Escopos e piadas

Na coluna do mês passado, tentei mostrar que certos fatos gramaticais só podem ser explicados coerentemente por teorias que possam fazer análises mais minuciosas das estruturas sintáticas. Nesta coluna, analiso outro conjunto de fenômenos similares, e faço apelo a um conceito mais geral, o de escopo.

Para compreender do que se trata, nada melhor do que um dado intuitivamente óbvio. Sejam orações como “Só Deus criou o mundo”, “Deus só criou o mundo” e “Deus criou só o mundo”. O exemplo vem dos clássicos, que chamavam essas orações de ‘exponíveis’, porque parecem períodos simples, mas, na verdade, são compostos, como se verá.

Na primeira, “só” se aplica a Deus; na segunda, a “criou”; na terceira, a “o mundo”. Assim, seu sentido é ‘Deus criou o mundo e mais ninguém o criou’, ‘Deus criou o mundo e nada mais fez’ (entre outras possíveis) e ‘Deus criou o mundo e mais nada’. Ou seja, o escopo de “só” muda em cada uma das orações, e é essa mudança de escopo que lhe dá um sentido preciso – desdobrado em duas orações.
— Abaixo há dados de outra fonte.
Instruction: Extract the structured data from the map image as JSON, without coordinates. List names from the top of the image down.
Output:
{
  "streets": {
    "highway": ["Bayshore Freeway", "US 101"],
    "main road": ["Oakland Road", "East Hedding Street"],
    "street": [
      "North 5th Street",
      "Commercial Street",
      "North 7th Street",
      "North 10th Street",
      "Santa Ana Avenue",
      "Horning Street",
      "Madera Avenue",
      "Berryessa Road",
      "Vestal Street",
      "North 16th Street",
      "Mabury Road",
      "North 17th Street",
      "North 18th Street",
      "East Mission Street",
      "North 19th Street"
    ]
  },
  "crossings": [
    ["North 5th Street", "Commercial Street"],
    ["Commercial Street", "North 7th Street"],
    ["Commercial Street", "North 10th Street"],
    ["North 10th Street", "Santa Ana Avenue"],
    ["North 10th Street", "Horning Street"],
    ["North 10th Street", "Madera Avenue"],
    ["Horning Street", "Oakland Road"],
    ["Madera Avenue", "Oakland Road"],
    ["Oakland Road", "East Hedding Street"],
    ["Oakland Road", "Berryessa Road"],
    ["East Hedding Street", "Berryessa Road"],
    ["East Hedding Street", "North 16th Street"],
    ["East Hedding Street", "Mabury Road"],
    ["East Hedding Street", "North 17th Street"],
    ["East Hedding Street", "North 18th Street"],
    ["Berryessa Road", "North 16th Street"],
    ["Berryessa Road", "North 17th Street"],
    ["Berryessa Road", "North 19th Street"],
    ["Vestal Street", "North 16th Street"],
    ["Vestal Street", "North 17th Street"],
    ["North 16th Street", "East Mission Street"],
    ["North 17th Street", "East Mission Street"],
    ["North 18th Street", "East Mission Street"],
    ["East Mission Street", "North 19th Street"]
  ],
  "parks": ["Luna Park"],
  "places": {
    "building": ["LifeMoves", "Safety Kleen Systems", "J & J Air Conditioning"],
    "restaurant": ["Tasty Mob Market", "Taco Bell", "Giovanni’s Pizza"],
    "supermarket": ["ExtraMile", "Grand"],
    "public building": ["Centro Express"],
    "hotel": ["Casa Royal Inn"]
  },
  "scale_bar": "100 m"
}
Vejamos agora como a possibilidade de haver dois escopos cria a máquina necessária para que um texto seja uma piada:

    O noivo diz à noiva: “Acho que você quer casar comigo só porque herdei uma fortuna do meu tio.” Ela responde: “Imagina! Eu casaria com você mesmo que a fortuna fosse de outro parente qualquer”.
    Um sujeito diz a seu amigo: “Estou com vontade de transar com a Luiza Brunet de novo.” “Você já transou com ela?” “Não, mas já tive vontade antes.”
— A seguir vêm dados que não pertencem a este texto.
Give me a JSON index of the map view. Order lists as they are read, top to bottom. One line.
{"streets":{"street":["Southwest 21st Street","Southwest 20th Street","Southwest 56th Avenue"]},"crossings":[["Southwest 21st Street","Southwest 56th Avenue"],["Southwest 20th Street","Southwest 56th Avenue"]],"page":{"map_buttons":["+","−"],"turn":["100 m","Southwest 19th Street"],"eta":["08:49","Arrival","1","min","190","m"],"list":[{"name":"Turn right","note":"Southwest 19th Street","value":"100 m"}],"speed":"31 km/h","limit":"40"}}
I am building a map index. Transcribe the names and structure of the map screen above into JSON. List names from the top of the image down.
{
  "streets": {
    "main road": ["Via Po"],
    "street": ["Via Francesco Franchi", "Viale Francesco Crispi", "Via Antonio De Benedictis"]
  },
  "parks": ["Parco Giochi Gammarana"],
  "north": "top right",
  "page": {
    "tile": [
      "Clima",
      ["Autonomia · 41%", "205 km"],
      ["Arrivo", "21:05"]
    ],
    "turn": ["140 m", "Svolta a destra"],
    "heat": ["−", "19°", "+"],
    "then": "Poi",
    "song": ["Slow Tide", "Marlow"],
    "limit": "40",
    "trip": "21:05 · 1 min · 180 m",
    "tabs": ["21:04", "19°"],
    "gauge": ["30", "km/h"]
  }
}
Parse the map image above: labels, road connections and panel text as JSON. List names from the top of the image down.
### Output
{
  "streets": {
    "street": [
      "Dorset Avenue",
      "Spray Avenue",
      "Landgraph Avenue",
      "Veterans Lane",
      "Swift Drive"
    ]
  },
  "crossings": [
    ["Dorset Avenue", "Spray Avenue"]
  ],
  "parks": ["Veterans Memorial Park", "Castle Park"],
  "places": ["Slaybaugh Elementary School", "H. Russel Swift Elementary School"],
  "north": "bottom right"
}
Independentemente das questões ideológicas e culturais envolvidas (que são cruciais), atenho-me à questão sintática, e que tem efeitos semânticos. Em ambas, a causa do humor é o fato de que tendemos a fazer uma determinada interpretação das primeiras falas, mas depois percebemos que a interpretação pode ser outra. Nas piadas, essa segunda interpretação é sempre surpreendente (o fator surpresa é crucial para as piadas, dizem os especialistas). A razão estrutural é uma mudança de escopo, ou melhor, a possibilidade de haver dois, o que gera uma ambiguidade.
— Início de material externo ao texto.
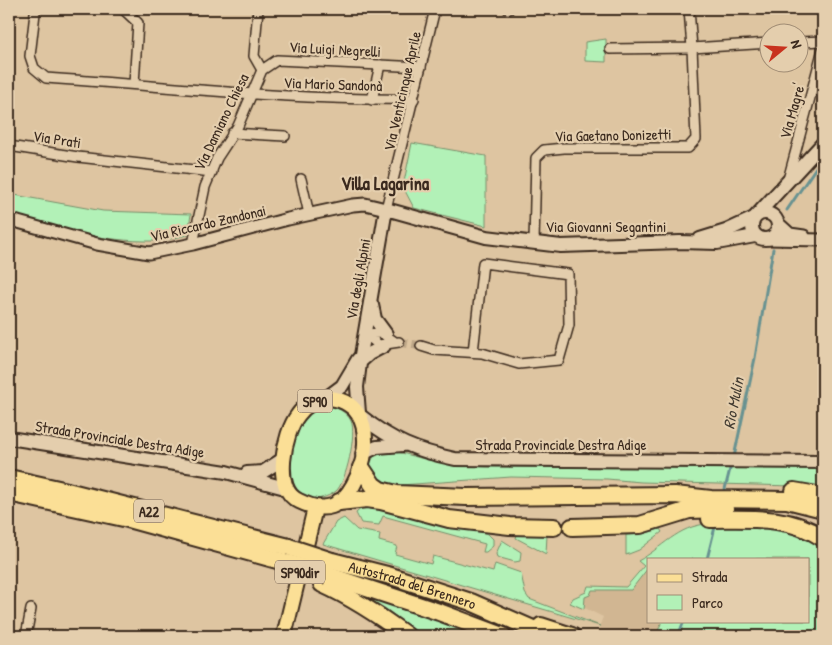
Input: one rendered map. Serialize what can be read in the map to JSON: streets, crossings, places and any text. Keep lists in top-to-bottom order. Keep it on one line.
{"streets":{"highway":["A22","Autostrada del Brennero"],"main road":["Via Giovanni Segantini","Via degli Alpini","SP90","Strada Provinciale Destra Adige","SP90dir"],"street":["Via Luigi Negrelli","Via Mario Sandonà","Via Venticinque Aprile","Via Magre'","Via Damiano Chiesa","Via Gaetano Donizetti","Via Prati","Via Riccardo Zandonai"]},"crossings":[["Via Luigi Negrelli","Via Venticinque Aprile"],["Via Luigi Negrelli","Via Damiano Chiesa"],["Via Mario Sandonà","Via Venticinque Aprile"],["Via Mario Sandonà","Via Damiano Chiesa"],["Via Venticinque Aprile","Via Riccardo Zandonai"],["Via Venticinque Aprile","Via Giovanni Segantini"],["Via Venticinque Aprile","Via degli Alpini"],["Via Damiano Chiesa","Via Prati"],["Via Damiano Chiesa","Via Riccardo Zandonai"],["Via Gaetano Donizetti","Via Giovanni Segantini"],["Via Riccardo Zandonai","Via Giovanni Segantini"],["Via Riccardo Zandonai","Via degli Alpini"],["Via Giovanni Segantini","Via degli Alpini"],["Via degli Alpini","SP90"],["Via degli Alpini","Strada Provinciale Destra Adige"],["Via degli Alpini","SP90dir"],["SP90","Strada Provinciale Destra Adige"],["SP90","SP90dir"],["Strada Provinciale Destra Adige","SP90dir"]],"districts":["Villa Lagarina"],"water":["Rio Mulin"],"legend":["Strada","Parco"],"north":"right"}
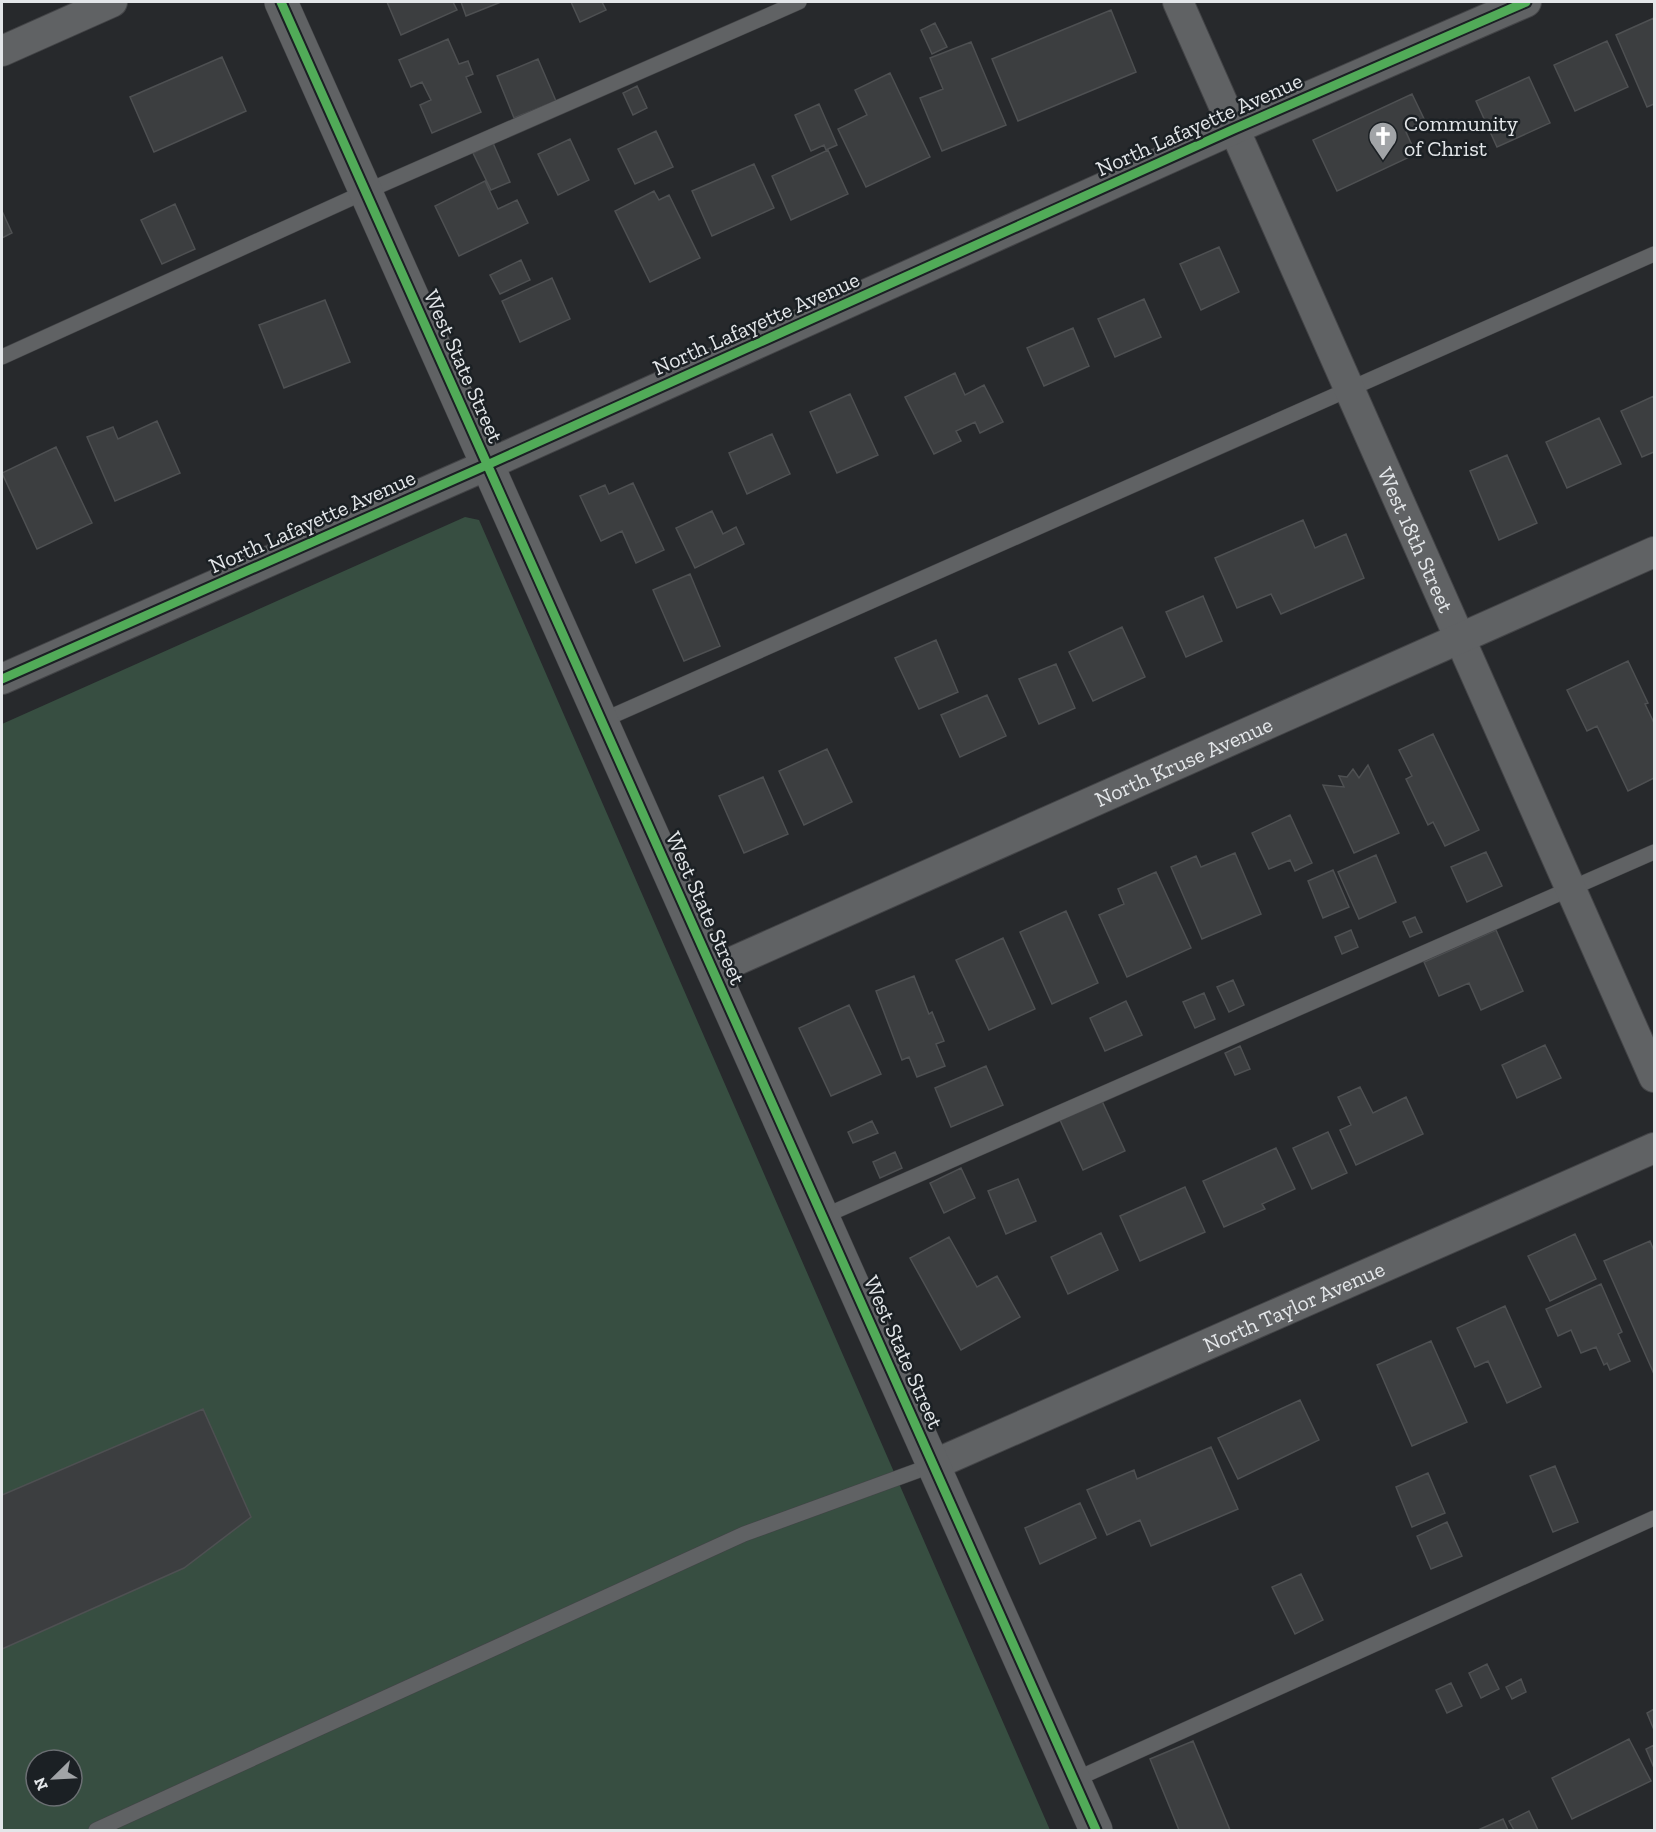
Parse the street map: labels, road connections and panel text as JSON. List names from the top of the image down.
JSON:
{
  "streets": {
    "street": [
      "North Lafayette Avenue",
      "West State Street",
      "West 18th Street",
      "North Kruse Avenue",
      "North Taylor Avenue"
    ]
  },
  "crossings": [
    ["North Lafayette Avenue", "West State Street"],
    ["North Lafayette Avenue", "West 18th Street"],
    ["West State Street", "North Kruse Avenue"],
    ["West State Street", "North Taylor Avenue"],
    ["West 18th Street", "North Kruse Avenue"]
  ],
  "places": {
    "church": ["Community of Christ"]
  },
  "north": "bottom left"
}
Na primeira piada, lemos a fala do noivo como se “só” se aplicasse a tudo o que vem depois, a toda a oração que segue “porque”: a causa da ‘adesão’ da noiva é o noivo “ter herdado uma fortuna do tio”. Mas a resposta da noiva mostra que essa sequência pode ser desmembrada em diversas partes. Ela ‘faz de conta’ que entendeu que o noivo atribuía seu desejo de casar com ele ao fato de a herança ser “do tio”. Em vez de negar que casava por dinheiro, ela afirma que não se importa com a origem dele… Assim, em sua fala, “só” atinge apenas o final da fala do noivo, “de meu tio”, como se ele tivesse dito “só porque a fortuna que eu herdei é do meu tio” (se fosse de outro parente, você não casaria comigo).

Na segunda piada, há dois verbos que podem ser modificados por “de novo”: “ter vontade” (na verdade, uma locução) e “transar”. Por razões sintáticas (“de novo” está mais próximo de “transar” do que de “ter vontade”) e talvez também por outras, que aqui não vêm ao caso, uma das interpretações, a do amigo, parece mais ‘normal’, e é mais usual. Mas a resposta final mostra que a interpretação pode ser outra (também mais realista, convenhamos). De novo, a diferença entre as duas interpretações se deve à diferente seleção do escopo, agora do adverbial “de novo”: uma coisa é “ter vontade de novo”, outra é “transar de novo”. Uma também significa “ter tido vontade” e outra “ter transado”, mas este é outro fenômeno, que se pode chamar de pressuposto (outro tema interessante).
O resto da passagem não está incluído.